Q: Why 10 inches? That’s very specific.
A: The ordinance used to read “to a reasonable height,” but people had different interpretations of what that means. It doesn’t mean that there’s one really tall weed, but that much of the yard has reached that height.
Q: What can I do if my neighbor’s yard is a mess of tall grass and weeds?
A: First, you might try talking to your neighbor and see if he or she needs help. Maybe there’s a family or medical issue that is causing a temporary hardship. But if this is an ongoing problem, you can call 311 (727-8311 from a landline) or email firstname.lastname@example.org and report the problem, and the city can send out an inspector.

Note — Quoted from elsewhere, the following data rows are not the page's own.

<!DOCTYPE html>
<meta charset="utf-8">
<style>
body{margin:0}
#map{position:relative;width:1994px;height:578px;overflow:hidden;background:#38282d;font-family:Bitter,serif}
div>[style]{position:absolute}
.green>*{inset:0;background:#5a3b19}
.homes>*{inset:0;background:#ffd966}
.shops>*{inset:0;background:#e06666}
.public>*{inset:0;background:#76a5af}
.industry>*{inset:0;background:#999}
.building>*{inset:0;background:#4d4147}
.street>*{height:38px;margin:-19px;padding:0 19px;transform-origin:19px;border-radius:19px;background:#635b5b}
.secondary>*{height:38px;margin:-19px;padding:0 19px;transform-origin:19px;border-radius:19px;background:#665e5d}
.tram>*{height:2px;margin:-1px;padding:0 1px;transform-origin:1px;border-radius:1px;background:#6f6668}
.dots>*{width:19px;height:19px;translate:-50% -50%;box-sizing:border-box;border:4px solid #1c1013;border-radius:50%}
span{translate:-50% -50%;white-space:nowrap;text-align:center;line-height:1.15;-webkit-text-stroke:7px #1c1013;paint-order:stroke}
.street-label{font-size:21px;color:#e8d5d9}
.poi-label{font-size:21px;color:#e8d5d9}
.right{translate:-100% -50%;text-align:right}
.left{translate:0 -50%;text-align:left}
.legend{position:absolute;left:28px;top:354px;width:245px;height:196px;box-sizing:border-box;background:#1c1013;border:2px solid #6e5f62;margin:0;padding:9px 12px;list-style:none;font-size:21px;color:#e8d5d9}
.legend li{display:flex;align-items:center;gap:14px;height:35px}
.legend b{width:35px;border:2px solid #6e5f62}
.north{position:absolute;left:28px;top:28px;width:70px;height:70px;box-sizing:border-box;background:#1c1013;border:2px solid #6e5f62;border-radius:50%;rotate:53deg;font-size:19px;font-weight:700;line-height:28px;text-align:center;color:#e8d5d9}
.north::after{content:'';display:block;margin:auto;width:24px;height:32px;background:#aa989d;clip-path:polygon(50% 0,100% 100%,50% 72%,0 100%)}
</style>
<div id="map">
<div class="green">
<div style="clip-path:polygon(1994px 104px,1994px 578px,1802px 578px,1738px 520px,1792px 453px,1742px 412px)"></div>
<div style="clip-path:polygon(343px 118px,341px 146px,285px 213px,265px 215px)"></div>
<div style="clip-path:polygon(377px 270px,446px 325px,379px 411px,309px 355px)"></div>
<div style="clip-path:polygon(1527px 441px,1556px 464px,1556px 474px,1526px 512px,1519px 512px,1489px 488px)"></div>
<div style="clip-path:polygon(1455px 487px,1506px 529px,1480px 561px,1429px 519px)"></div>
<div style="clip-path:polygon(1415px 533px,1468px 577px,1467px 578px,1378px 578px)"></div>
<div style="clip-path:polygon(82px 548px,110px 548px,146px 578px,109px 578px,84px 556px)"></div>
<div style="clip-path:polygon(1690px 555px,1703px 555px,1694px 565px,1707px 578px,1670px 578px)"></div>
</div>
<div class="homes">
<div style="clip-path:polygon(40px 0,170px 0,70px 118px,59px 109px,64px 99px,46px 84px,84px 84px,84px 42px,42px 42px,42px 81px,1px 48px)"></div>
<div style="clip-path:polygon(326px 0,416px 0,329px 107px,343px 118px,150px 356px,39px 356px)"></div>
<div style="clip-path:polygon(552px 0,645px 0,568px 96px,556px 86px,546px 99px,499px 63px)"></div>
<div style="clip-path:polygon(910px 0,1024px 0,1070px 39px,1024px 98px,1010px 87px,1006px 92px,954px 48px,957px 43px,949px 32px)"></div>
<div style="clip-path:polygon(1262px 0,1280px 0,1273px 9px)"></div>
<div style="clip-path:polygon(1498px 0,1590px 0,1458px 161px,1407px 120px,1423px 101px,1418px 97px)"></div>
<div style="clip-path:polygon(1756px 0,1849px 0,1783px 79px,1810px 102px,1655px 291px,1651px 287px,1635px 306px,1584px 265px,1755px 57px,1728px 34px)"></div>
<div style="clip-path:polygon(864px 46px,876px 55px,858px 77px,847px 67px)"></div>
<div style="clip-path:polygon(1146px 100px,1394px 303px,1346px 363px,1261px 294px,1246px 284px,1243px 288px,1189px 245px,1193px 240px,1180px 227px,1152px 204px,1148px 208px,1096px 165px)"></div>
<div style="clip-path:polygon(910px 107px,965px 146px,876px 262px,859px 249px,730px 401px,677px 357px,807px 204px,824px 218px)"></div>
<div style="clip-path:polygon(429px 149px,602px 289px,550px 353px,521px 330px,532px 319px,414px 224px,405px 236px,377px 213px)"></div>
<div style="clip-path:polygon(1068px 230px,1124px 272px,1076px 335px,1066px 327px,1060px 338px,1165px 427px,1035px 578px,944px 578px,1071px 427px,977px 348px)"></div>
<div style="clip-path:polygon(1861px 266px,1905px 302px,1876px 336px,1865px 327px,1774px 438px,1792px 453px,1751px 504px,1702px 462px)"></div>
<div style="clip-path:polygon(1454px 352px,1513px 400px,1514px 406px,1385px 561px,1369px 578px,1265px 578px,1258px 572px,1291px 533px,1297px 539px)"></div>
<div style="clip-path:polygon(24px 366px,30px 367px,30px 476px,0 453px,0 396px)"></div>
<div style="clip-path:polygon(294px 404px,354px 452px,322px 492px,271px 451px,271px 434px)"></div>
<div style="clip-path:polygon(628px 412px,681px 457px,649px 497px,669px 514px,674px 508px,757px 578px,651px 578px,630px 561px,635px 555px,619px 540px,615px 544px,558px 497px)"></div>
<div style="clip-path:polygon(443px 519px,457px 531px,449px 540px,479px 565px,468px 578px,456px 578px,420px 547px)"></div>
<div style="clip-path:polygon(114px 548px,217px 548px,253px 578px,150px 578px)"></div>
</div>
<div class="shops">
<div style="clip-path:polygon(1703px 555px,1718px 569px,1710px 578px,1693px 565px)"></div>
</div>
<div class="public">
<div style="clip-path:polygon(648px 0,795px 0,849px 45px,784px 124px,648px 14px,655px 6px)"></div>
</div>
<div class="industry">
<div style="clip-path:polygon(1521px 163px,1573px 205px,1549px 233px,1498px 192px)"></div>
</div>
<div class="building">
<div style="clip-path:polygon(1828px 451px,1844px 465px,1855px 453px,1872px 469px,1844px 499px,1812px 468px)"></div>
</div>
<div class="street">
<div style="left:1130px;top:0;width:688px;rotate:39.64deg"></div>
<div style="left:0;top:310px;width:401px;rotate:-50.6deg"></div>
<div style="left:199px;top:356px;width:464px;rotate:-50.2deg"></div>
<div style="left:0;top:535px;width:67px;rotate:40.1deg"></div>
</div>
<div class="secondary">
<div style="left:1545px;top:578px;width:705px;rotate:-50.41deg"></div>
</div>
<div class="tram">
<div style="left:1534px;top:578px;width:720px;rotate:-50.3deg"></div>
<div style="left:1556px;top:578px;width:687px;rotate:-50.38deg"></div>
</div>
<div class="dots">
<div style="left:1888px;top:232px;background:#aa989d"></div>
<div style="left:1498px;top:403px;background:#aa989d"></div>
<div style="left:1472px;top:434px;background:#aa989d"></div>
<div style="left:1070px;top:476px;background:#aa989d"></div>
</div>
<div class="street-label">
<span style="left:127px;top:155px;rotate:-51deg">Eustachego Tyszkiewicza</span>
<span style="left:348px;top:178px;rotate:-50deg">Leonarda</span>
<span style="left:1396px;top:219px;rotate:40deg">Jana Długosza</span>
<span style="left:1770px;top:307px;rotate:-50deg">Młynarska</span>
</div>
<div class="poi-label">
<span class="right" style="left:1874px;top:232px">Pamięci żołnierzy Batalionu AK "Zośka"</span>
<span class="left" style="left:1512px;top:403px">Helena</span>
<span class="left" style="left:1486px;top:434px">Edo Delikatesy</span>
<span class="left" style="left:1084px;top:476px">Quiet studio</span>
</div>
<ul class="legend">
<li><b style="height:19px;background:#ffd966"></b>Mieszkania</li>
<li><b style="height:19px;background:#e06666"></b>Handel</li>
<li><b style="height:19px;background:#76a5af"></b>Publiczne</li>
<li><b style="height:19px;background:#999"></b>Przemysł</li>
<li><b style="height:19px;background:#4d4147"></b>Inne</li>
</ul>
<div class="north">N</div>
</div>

Q: There’s a house in my neighborhood that also has overgrown shrubs or trees in front of the house. Can the city also require those to be cut back?
A: No. City officials have looked at the issue and considered regulations and, while the city can require property owners to cut grass, weeds, and other “foreign growth,” it does not have express authority to regulate overgrown shrubs, even when they are unsightly. Hampton has consistently included a request for additional authority pertaining to this issue in its General Assembly Legislative Agenda in recent years. Unfortunately, due to questions concerning how to determine what constitutes an “overgrown” shrub and enforcement of the code, the proposed bills have not advanced.
Q: I see grass on city property that gets taller than that. What about the city following its own rules?
A: We mostly do. However, as we’ve researched many of the complaints, they are about natural areas in wetlands or the Chesapeake Bay preservation area. Those natural grasses can get pretty high, but in that case the more important purpose — protecting the health of the bay — trumps the issues of unsightliness and vermin. Those areas also provide a habitat for the native wildlife that are supposed to be living there.